• _Instructions for the task_
Copy out all lines in the material below that contain the string "panel".

__________________________________________________

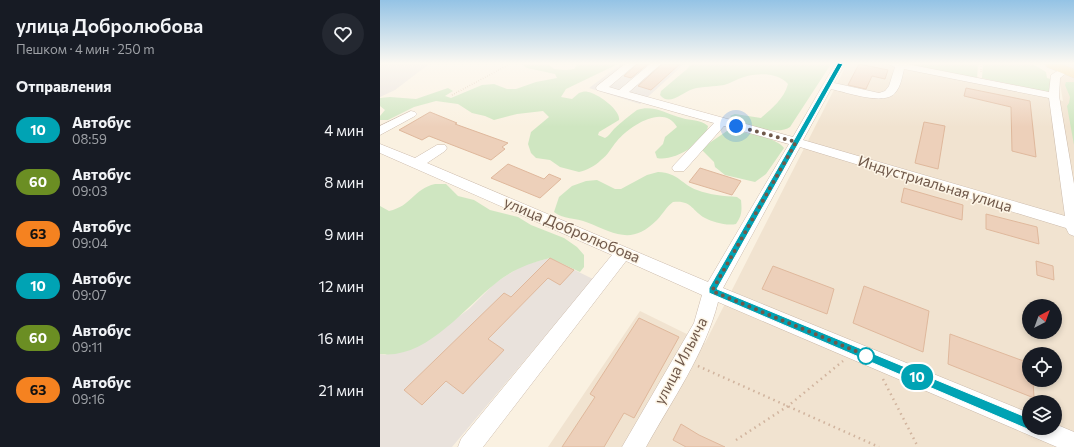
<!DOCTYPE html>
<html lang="ru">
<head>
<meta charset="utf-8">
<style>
	body { margin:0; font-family:Commissioner,sans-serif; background:#242831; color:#f1f3f6; height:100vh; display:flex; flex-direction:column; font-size:15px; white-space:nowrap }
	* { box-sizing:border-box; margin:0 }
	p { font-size:13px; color:#9ea1a6 }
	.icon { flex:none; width:22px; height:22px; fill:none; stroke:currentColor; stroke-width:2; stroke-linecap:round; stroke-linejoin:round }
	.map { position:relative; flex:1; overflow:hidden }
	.panel { display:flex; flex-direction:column; background:#171b24; width:380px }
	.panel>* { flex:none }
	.badge { padding:0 8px; border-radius:13px; font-size:14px; line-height:26px }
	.needle { width:26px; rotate:41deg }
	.tools { position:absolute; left:642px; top:299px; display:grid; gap:8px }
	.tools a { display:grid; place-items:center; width:40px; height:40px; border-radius:50%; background:#171b24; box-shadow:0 2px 6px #0003; font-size:20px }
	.you { position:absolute; width:20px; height:20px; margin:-10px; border:3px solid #fff; border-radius:50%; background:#1a73e8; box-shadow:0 0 0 6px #1a73e833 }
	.map>.badge { position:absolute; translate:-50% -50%; box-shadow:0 0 0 2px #fff }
	h2 { padding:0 16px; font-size:15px; line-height:36px }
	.round { display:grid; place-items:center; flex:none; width:42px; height:42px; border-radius:21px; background:#242831 }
	.head { display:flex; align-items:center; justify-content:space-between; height:68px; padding:0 16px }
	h1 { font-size:19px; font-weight:600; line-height:30px }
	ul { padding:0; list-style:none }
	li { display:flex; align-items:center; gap:12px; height:52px; padding:0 16px }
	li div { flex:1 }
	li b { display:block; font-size:15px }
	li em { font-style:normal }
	li .badge { min-width:44px; font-weight:700; text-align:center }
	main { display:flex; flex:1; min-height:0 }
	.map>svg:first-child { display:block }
	.residential { fill:#f1e3d0; fill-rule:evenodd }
	.industrial { fill:#e9e2dc }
	.green { fill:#cfe6c1 }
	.building { fill:#edd0ba; stroke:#dfb89c }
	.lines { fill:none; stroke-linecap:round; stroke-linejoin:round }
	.minor-casing { stroke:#ccbbac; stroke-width:1 }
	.major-casing { stroke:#d7d0cc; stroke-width:1 }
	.path-far1 { stroke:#d1b49e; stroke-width:1.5; stroke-dasharray:0.5 2; stroke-linecap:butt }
	.path { stroke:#d1b49e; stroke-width:2.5; stroke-dasharray:1.5 4; stroke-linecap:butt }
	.minor { fill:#fff; fill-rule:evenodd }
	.major { fill:#f5d79d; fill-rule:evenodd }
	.line { fill:#00a3b4; stroke:#fff }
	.walk { stroke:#6f584a; stroke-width:4; stroke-dasharray:0 7.2 }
	.stop-dot { fill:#fff; stroke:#00a3b4; stroke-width:2 }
	.labels { text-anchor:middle; stroke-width:3; stroke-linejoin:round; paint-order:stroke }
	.street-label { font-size:15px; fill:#6f584a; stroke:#fdf5e6 }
</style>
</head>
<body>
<main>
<section class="panel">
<div class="head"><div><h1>улица Добролюбова</h1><p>Пешком · 4 мин · 250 m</p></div><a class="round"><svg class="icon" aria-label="heart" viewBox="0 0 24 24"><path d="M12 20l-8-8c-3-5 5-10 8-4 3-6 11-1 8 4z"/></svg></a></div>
<h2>Отправления</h2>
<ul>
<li><span class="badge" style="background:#00a3b4;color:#fff">10</span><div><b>Автобус</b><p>08:59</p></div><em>4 мин</em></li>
<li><span class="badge" style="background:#6b8e23;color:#fff">60</span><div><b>Автобус</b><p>09:03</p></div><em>8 мин</em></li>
<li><span class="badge" style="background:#f58220;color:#111">63</span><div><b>Автобус</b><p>09:04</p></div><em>9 мин</em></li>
<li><span class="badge" style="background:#00a3b4;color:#fff">10</span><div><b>Автобус</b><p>09:07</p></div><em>12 мин</em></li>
<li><span class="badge" style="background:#6b8e23;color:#fff">60</span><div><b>Автобус</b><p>09:11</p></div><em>16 мин</em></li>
<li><span class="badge" style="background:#f58220;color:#111">63</span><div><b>Автобус</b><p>09:16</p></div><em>21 мин</em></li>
</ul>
</section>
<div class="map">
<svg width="694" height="447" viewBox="0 0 694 447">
	<rect width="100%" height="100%" fill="#faf1e1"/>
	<!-- residential -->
	<path class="residential" d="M467,64h39l177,37 -4,-23 2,-3 13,-5 -12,-6h12v383h-526l92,-136 65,32zM649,306h26v26h-26zM649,354h26v26h-26zM649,402h26v26h-26z"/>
	<!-- industrial -->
	<path class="industrial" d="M0,64h49l-34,26 -15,7z
		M241,64h63l-44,40 -51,-16z
		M170,258l43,21 -141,168h-72v-93l5,1 69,-35 15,-11 26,-26 28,-18z"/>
	<!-- green -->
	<path class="green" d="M141,64h27l6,5 12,1 8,-1 3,-4 -2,-1h43l-52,25 -5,8 11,2 7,-6c3,-1 6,-2 9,-1 9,1 33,18 31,28l-20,12 -1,3 7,3c4,-2 6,-6 9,-9 7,-7 15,-13 23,-19 16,-6 30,4 45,8 9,3 18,1 26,8 -2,17 -35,36 -51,32l-2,-6 8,-8 2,-7 12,-10c-14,-24 -48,0 -60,14 -6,7 -9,14 -16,19 -6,6 -14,10 -22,12l-19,-5 -10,-7 -14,-2 -5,-5 -3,-9 3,-12 18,-15 -6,-6 -26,3 -23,6 -9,-4 -13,-3 -14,-9 -22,-3 -22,6 -26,13h-8v-4l5,-6 -5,-4v-8l10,-1 26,2 32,-11 5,3 -8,5 6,2 31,-13 12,-1 13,5h9l20,-7 21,-4 -2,-4 -28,-6z
		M311,64h140l-41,63c-11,9 -50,-2 -60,-11l5,-2 26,4c11,-10 23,-19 27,-34 -10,-12 -31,-11 -44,-7 -7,2 -13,6 -20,8 -10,2 -22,1 -31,4 -10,3 -24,18 -33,6l1,-4 26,-22z
		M535,64h63l-1,16 -62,-13z
		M603,64h50l13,8 1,6 4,1 1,14 -66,-14 -4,-1z
		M686,82h8v63l-7,-39 2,-3 1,-6 -5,-12z
		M347,131c13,0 49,6 57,17l-18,26 -11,8 -30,-7 -10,-8 -1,-5 -12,-12 3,-4z
		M278,172c21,1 24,13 39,18 13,5 27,6 40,7l4,3c1,10 1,16 -5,24 -10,2 -23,-2 -31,-6 -14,-8 -13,-18 -32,-16 -7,5 -10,12 -16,18 -26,26 -42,13 -71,2 -9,-4 -24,-3 -32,-10l5,-15 13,-11 14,-5 11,-1 18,9h6l26,-14z
		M55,184h11l12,12 16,4 16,10 28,7 13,8 33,13 13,9 7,8v12l-4,5 -30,-14c-20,5 -37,11 -54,25 -32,25 -70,77 -116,71v-148l9,5c23,-5 24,-22 46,-27z"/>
	<!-- building -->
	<path class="building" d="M257,64h11l-17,14 -7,-2z
		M282,64h18l-29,26 -13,-4z
		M479,64l29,6 -3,9 -13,-3 -6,13 -18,-4z
		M586,88l64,13 6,56 -24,-6 -1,-44 -47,-11z
		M50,112l27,11 -2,1 53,19 -6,4 3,2 -14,11 -62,-24 -7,4 -23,-10z
		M544,122l21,4 -7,43 -23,-6z
		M128,164l36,15 5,-5 12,5 -21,19 -49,-20z
		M320,168l41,13 -9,14 -43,-13z
		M524,188l59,17 -1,15 -61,-18z
		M606,214l51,13 2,17 -53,-15z
		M170,258l24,12 -14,15 -12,-7 -60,61 16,11 -41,44 -17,-13 -24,24 -18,-15 100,-97 7,4z
		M656,261l17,5 1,14 -17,-5z
		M393,266l61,23 -7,25 -65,-25z
		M484,286l65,25 -6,41 -70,-29z
		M259,318l40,19 -45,81 -10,-5 -20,34h-42l33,-50 -5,-3z
		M570,334l79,29v17h4l1,18 -86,-34z
		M301,424l18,11 26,12h-39l-13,-7z"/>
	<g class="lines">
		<!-- minor casing -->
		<g class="minor-casing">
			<path id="minor" d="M245,64h11l-27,23 10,3 31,-26h11l-32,28 164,45 42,-73h10l-11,19 45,10 6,-2 4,-5 6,-19 -7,-3h19l142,28 2,-17 11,-7h6l2,2 -10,8 -1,18 15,88v52l-5,-2 -3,-6 -266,-81 -77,141 306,125v15h26v-4l19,8v15h-17l-339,-145c-13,52 -46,98 -72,145h-24l72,-124 8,-28 -76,-34 -143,186h-25l3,-8 151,-184 -232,-102v-9l35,14 22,-13h8l2,3 -2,3 -18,12 281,119 81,-138 -65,-18 -40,45h-10l-2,-3 2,-3 40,-42 -117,-33 -1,-2 1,-2zM524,69l145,29 16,118 -262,-76 28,-51c15,3 53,17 64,4 6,-7 7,-16 9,-24z
				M31,111l4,1 2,2 -2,2 -35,19v-9z"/>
		</g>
		<!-- major casing -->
		<g class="major-casing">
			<path id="major" d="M665,64h16l13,5v9l-27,-11z"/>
		</g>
		<!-- path-far1 -->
		<path class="path-far1" d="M601,64v9
			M72,95l58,-31"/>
		<!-- path -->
		<path class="path" d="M318,366l181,81
			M503,379l35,68
			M356,440l52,-34 55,-45"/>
		<!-- minor -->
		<use href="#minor" class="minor"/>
		<!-- major -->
		<use href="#major" class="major"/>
	</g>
	<!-- sky -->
	<linearGradient id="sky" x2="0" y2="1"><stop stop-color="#94c3e5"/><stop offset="0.5" stop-color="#fdf9f2"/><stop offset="1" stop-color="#fdf9f2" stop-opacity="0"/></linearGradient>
	<rect width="694" height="127" fill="url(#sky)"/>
	<!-- line -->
	<path class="line" d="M458,63l5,1 -126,225 316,131 2,4 -2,4 -4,2 -4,-2 -316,-135v-5z"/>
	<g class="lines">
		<!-- walk -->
		<path class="walk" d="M356,126l60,16 -84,149 158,66 -4,-1"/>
	</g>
	<!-- markers -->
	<circle class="stop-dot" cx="486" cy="356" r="8"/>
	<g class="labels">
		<!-- street labels -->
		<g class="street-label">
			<text transform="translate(555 184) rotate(17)" y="5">Индустриальная улица</text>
			<text transform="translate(192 230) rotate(23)" y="5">улица Добролюбова</text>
			<text transform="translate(301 361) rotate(-62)" y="5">улица Ильича</text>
		</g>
	</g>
</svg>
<div class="tools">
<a><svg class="needle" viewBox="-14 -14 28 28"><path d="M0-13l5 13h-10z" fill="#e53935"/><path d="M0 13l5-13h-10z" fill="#9ea1a6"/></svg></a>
<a><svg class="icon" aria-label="locate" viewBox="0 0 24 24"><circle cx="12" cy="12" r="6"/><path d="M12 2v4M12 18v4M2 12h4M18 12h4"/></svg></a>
<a><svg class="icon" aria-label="layers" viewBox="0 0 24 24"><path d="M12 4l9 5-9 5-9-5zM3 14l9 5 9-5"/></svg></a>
</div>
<div class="you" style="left:356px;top:126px"></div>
<b class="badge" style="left:537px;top:377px;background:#00a3b4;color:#fff">10</b>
</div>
</main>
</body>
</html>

__________________________________________________

• _Solution below_
	.panel { display:flex; flex-direction:column; background:#171b24; width:380px }
	.panel>* { flex:none }
<section class="panel">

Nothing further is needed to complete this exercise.